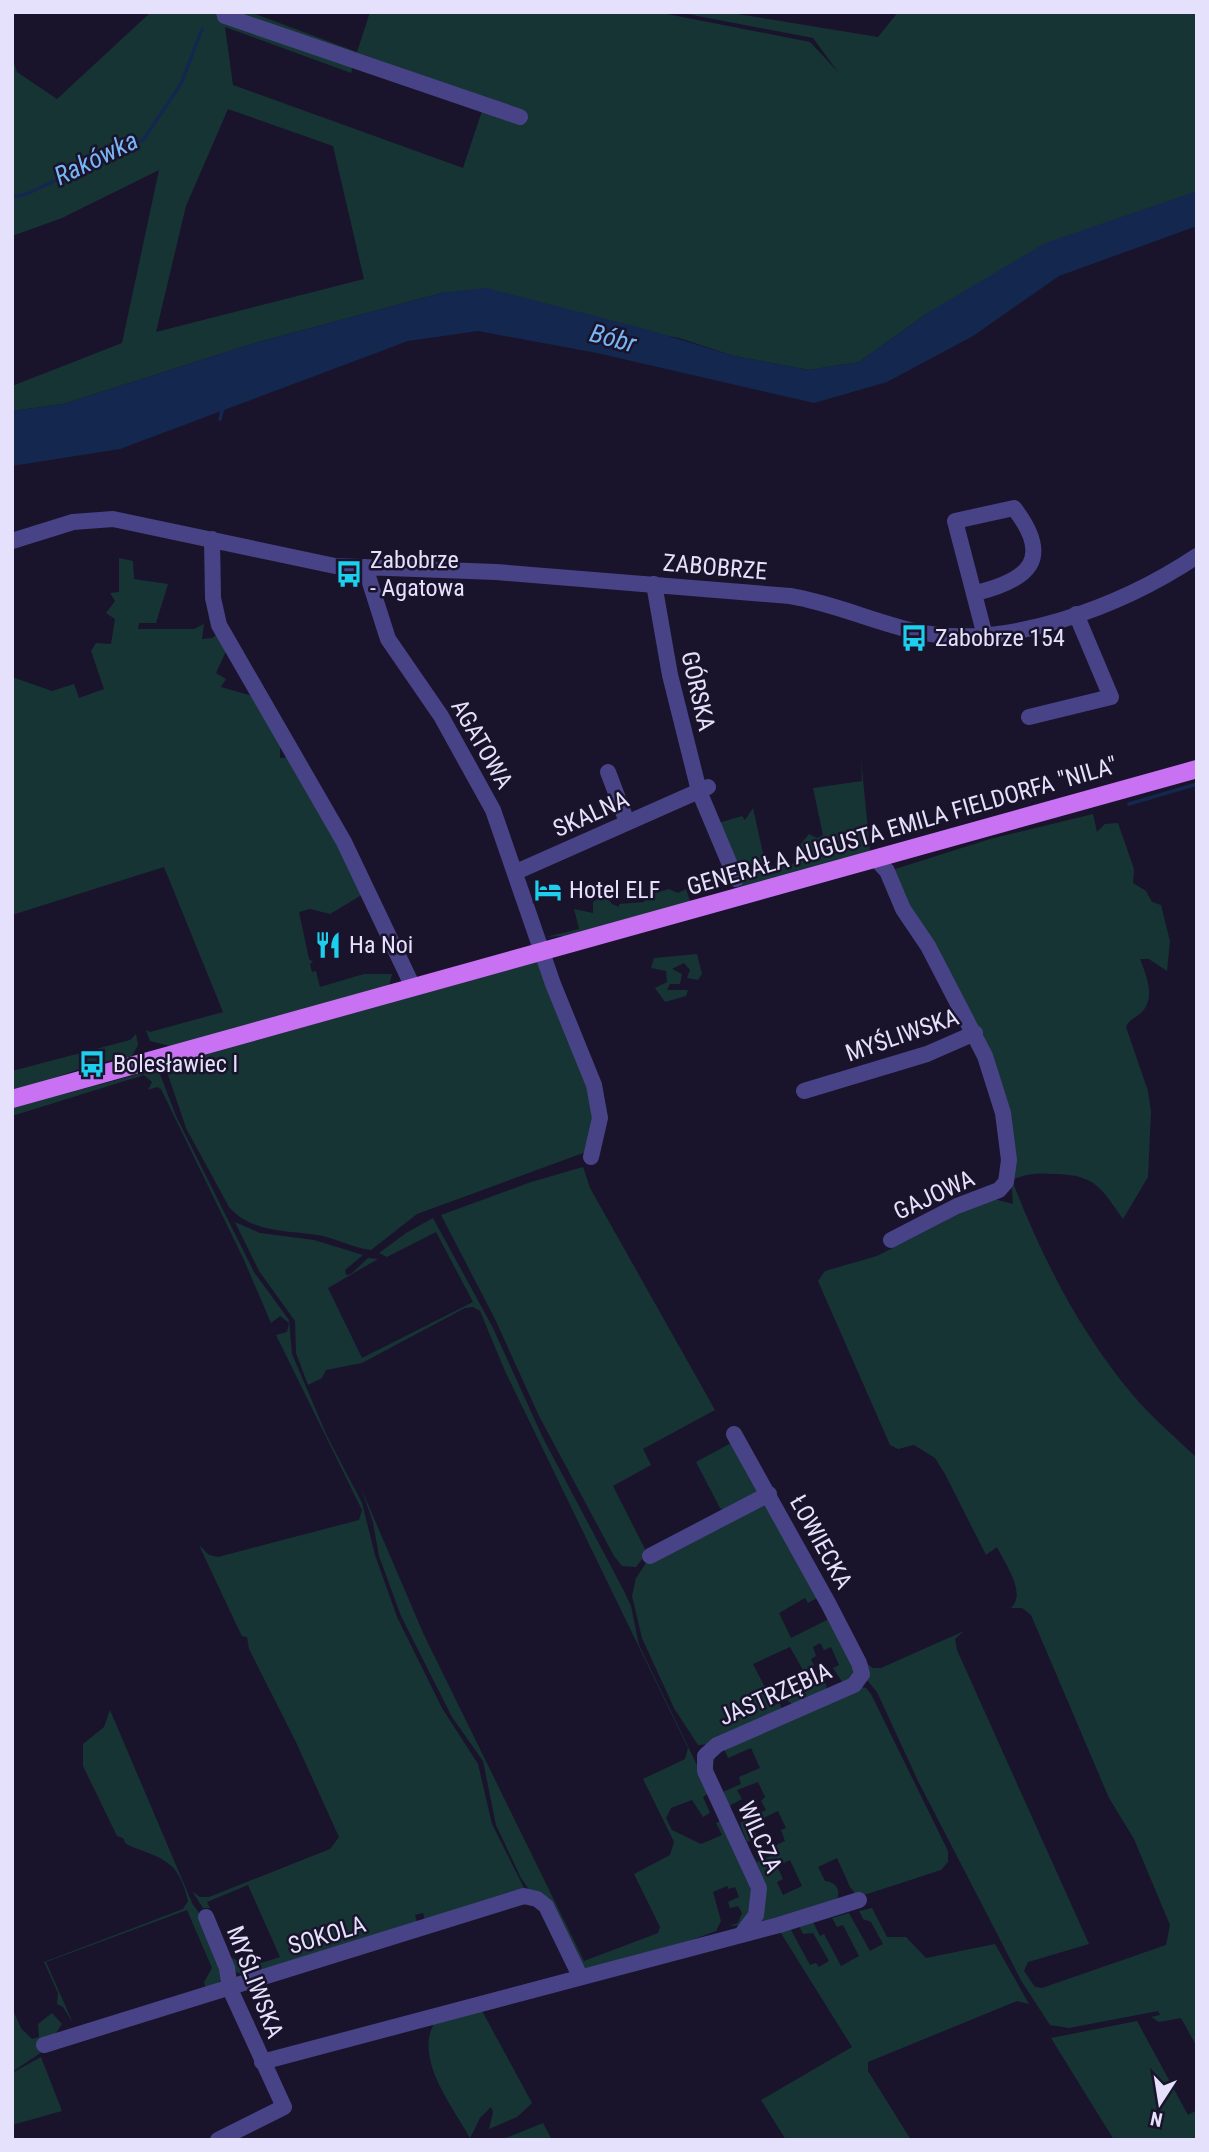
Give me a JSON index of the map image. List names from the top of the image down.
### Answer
{
  "streets": {
    "main road": ["GENERAŁA AUGUSTA EMILA FIELDORFA \"NILA\""],
    "street": [
      "ZABOBRZE",
      "GÓRSKA",
      "AGATOWA",
      "SKALNA",
      "MYŚLIWSKA",
      "GAJOWA",
      "ŁOWIECKA",
      "JASTRZĘBIA",
      "WILCZA",
      "SOKOLA"
    ]
  },
  "crossings": [
    ["ZABOBRZE", "GÓRSKA"],
    ["ZABOBRZE", "AGATOWA"],
    ["GÓRSKA", "SKALNA"],
    ["AGATOWA", "SKALNA"],
    ["AGATOWA", "GENERAŁA AUGUSTA EMILA FIELDORFA \"NILA\""],
    ["MYŚLIWSKA", "GAJOWA"],
    ["MYŚLIWSKA", "SOKOLA"],
    ["ŁOWIECKA", "JASTRZĘBIA"],
    ["JASTRZĘBIA", "WILCZA"]
  ],
  "water": ["Rakówka", "Bóbr"],
  "places": {
    "bus stop": ["Zabobrze - Agatowa", "Zabobrze 154", "Bolesławiec I"],
    "hotel": ["Hotel ELF"],
    "restaurant": ["Ha Noi"]
  },
  "north": "bottom"
}
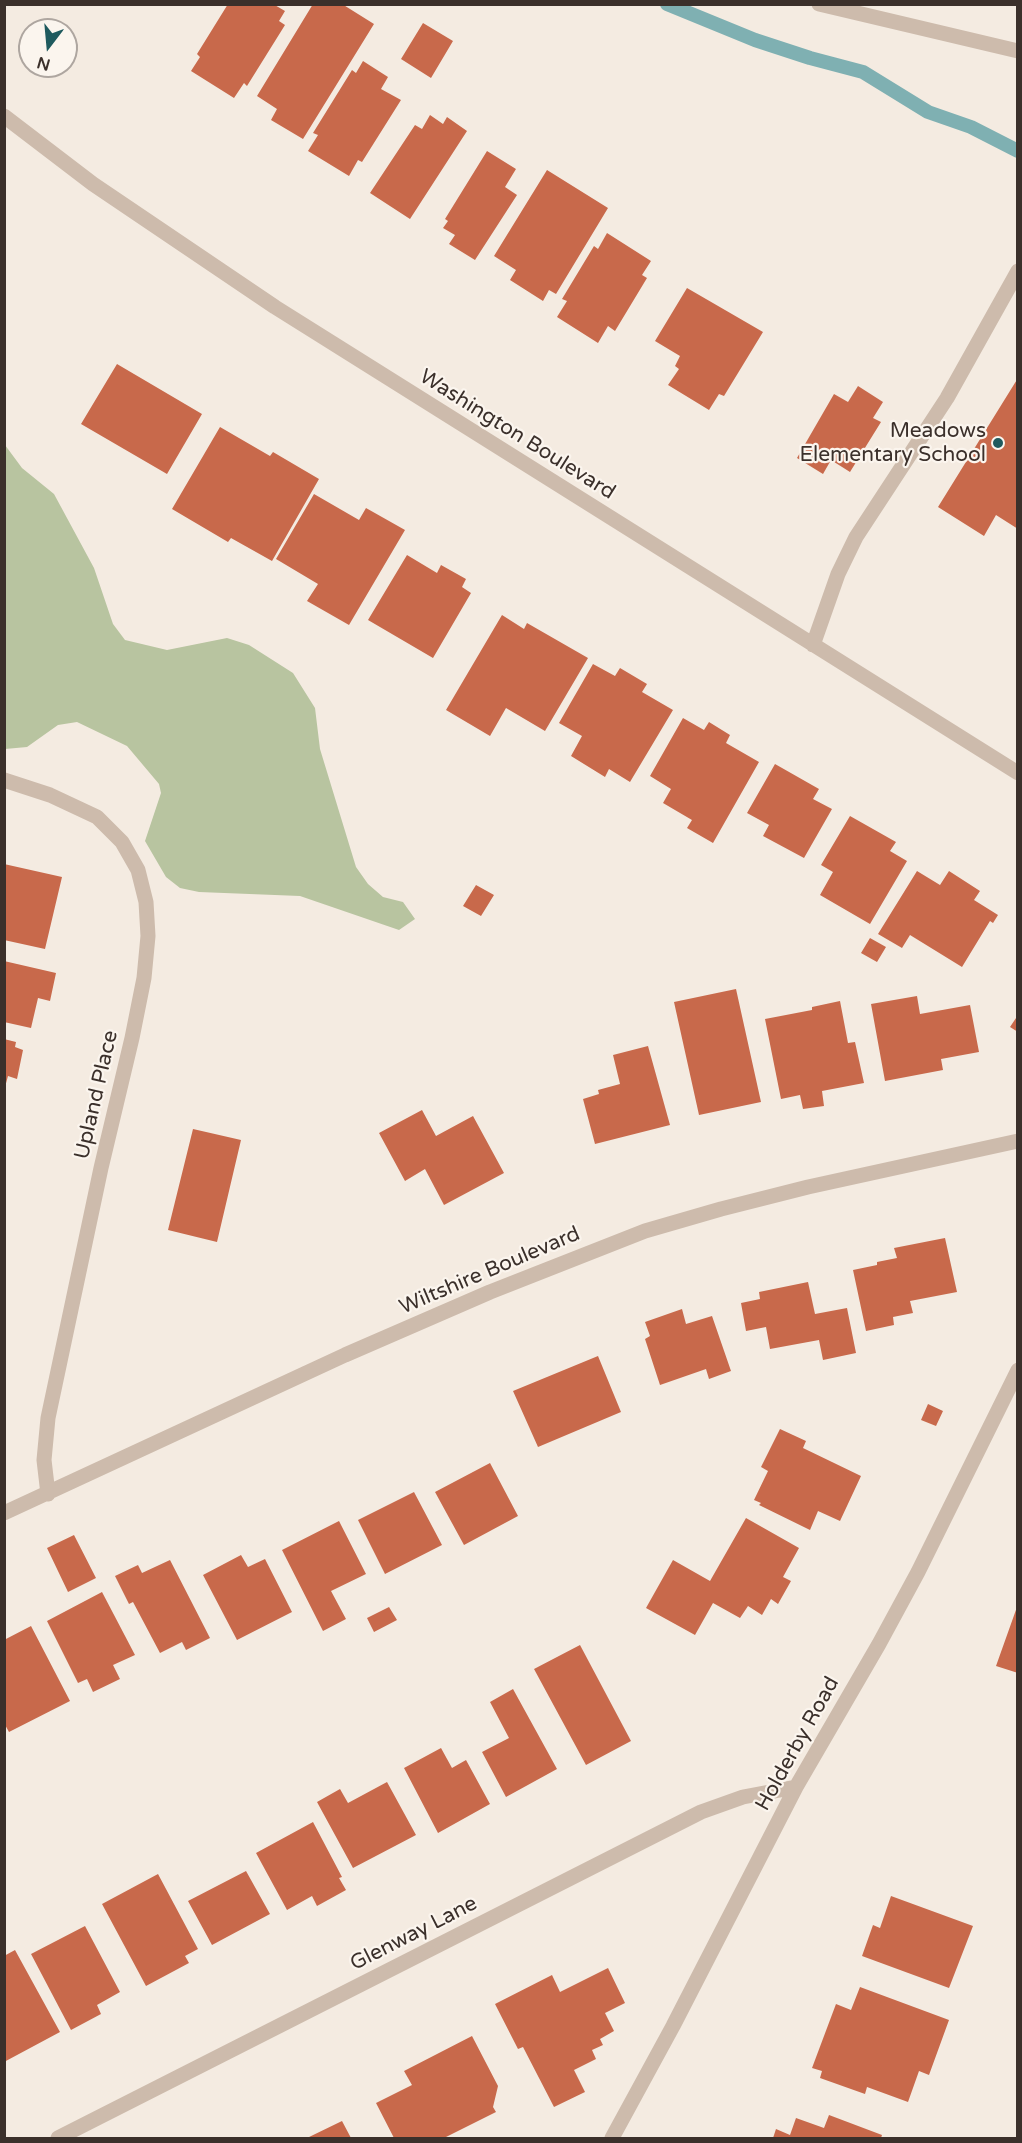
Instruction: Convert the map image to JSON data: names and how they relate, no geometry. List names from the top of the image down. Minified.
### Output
{"streets":{"street":["Washington Boulevard","Upland Place","Wiltshire Boulevard","Holderby Road","Glenway Lane"]},"crossings":[["Upland Place","Wiltshire Boulevard"],["Holderby Road","Glenway Lane"]],"places":["Meadows Elementary School"],"north":"bottom"}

_ _ _ _ _ _ _

ABOUT THIS TASK —
Make a word-for-word repeat of the material, skipping all pictures.

EXERCISE SOLUTION —
Give me a JSON index of the map image. List names from the top of the image down.
### Answer
{
  "streets": {
    "main road": ["GENERAŁA AUGUSTA EMILA FIELDORFA \"NILA\""],
    "street": [
      "ZABOBRZE",
      "GÓRSKA",
      "AGATOWA",
      "SKALNA",
      "MYŚLIWSKA",
      "GAJOWA",
      "ŁOWIECKA",
      "JASTRZĘBIA",
      "WILCZA",
      "SOKOLA"
    ]
  },
  "crossings": [
    ["ZABOBRZE", "GÓRSKA"],
    ["ZABOBRZE", "AGATOWA"],
    ["GÓRSKA", "SKALNA"],
    ["AGATOWA", "SKALNA"],
    ["AGATOWA", "GENERAŁA AUGUSTA EMILA FIELDORFA \"NILA\""],
    ["MYŚLIWSKA", "GAJOWA"],
    ["MYŚLIWSKA", "SOKOLA"],
    ["ŁOWIECKA", "JASTRZĘBIA"],
    ["JASTRZĘBIA", "WILCZA"]
  ],
  "water": ["Rakówka", "Bóbr"],
  "places": {
    "bus stop": ["Zabobrze - Agatowa", "Zabobrze 154", "Bolesławiec I"],
    "hotel": ["Hotel ELF"],
    "restaurant": ["Ha Noi"]
  },
  "north": "bottom"
}
Instruction: Convert the map image to JSON data: names and how they relate, no geometry. List names from the top of the image down. Minified.
### Output
{"streets":{"street":["Washington Boulevard","Upland Place","Wiltshire Boulevard","Holderby Road","Glenway Lane"]},"crossings":[["Upland Place","Wiltshire Boulevard"],["Holderby Road","Glenway Lane"]],"places":["Meadows Elementary School"],"north":"bottom"}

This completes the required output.